What the task asks:
Each line of the listing below, from the very first to the one that contains "Describe the screenshot", is to be retyped exactly as it stands.

Dataset content:
>>>

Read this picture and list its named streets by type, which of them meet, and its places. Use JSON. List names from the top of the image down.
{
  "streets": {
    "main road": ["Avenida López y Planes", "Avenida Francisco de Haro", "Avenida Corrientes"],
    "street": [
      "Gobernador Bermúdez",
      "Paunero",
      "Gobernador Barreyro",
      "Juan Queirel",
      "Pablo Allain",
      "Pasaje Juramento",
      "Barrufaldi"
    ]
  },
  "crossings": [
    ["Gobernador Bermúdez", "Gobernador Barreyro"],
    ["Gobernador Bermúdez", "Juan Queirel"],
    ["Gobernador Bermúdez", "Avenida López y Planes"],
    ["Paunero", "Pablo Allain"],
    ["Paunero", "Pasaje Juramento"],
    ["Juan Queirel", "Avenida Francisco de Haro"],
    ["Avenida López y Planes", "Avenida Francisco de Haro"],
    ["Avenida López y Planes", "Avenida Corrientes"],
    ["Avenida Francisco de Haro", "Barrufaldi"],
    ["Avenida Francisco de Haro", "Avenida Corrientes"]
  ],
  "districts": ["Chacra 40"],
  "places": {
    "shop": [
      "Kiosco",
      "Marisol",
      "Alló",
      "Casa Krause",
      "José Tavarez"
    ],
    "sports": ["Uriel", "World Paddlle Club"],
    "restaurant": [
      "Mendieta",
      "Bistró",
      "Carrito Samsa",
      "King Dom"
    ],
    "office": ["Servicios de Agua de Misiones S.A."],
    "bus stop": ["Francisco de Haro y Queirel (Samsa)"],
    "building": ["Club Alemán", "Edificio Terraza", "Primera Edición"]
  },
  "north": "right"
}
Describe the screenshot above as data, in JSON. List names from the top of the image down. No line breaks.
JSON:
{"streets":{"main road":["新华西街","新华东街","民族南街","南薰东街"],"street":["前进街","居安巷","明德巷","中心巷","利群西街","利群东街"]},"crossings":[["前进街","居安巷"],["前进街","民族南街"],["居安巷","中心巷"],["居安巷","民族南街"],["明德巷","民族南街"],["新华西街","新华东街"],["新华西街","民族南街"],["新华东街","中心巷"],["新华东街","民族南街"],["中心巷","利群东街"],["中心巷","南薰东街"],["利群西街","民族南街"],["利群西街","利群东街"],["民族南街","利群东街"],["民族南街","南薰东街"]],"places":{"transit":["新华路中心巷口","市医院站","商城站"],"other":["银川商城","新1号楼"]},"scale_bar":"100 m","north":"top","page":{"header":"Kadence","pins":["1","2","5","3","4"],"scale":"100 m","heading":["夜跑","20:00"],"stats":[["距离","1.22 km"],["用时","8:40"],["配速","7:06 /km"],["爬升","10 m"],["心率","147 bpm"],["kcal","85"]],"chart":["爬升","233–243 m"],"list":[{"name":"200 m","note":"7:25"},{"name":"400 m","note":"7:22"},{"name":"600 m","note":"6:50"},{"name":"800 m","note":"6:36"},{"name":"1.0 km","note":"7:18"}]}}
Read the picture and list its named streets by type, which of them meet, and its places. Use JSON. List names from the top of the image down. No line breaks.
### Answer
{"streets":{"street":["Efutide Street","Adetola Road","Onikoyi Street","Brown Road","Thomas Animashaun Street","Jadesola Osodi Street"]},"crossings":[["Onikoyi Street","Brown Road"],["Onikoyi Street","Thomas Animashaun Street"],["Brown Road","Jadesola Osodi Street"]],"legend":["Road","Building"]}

<<<

Task response:
Read this picture and list its named streets by type, which of them meet, and its places. Use JSON. List names from the top of the image down.
{
  "streets": {
    "main road": ["Avenida López y Planes", "Avenida Francisco de Haro", "Avenida Corrientes"],
    "street": [
      "Gobernador Bermúdez",
      "Paunero",
      "Gobernador Barreyro",
      "Juan Queirel",
      "Pablo Allain",
      "Pasaje Juramento",
      "Barrufaldi"
    ]
  },
  "crossings": [
    ["Gobernador Bermúdez", "Gobernador Barreyro"],
    ["Gobernador Bermúdez", "Juan Queirel"],
    ["Gobernador Bermúdez", "Avenida López y Planes"],
    ["Paunero", "Pablo Allain"],
    ["Paunero", "Pasaje Juramento"],
    ["Juan Queirel", "Avenida Francisco de Haro"],
    ["Avenida López y Planes", "Avenida Francisco de Haro"],
    ["Avenida López y Planes", "Avenida Corrientes"],
    ["Avenida Francisco de Haro", "Barrufaldi"],
    ["Avenida Francisco de Haro", "Avenida Corrientes"]
  ],
  "districts": ["Chacra 40"],
  "places": {
    "shop": [
      "Kiosco",
      "Marisol",
      "Alló",
      "Casa Krause",
      "José Tavarez"
    ],
    "sports": ["Uriel", "World Paddlle Club"],
    "restaurant": [
      "Mendieta",
      "Bistró",
      "Carrito Samsa",
      "King Dom"
    ],
    "office": ["Servicios de Agua de Misiones S.A."],
    "bus stop": ["Francisco de Haro y Queirel (Samsa)"],
    "building": ["Club Alemán", "Edificio Terraza", "Primera Edición"]
  },
  "north": "right"
}
Describe the screenshot above as data, in JSON. List names from the top of the image down. No line breaks.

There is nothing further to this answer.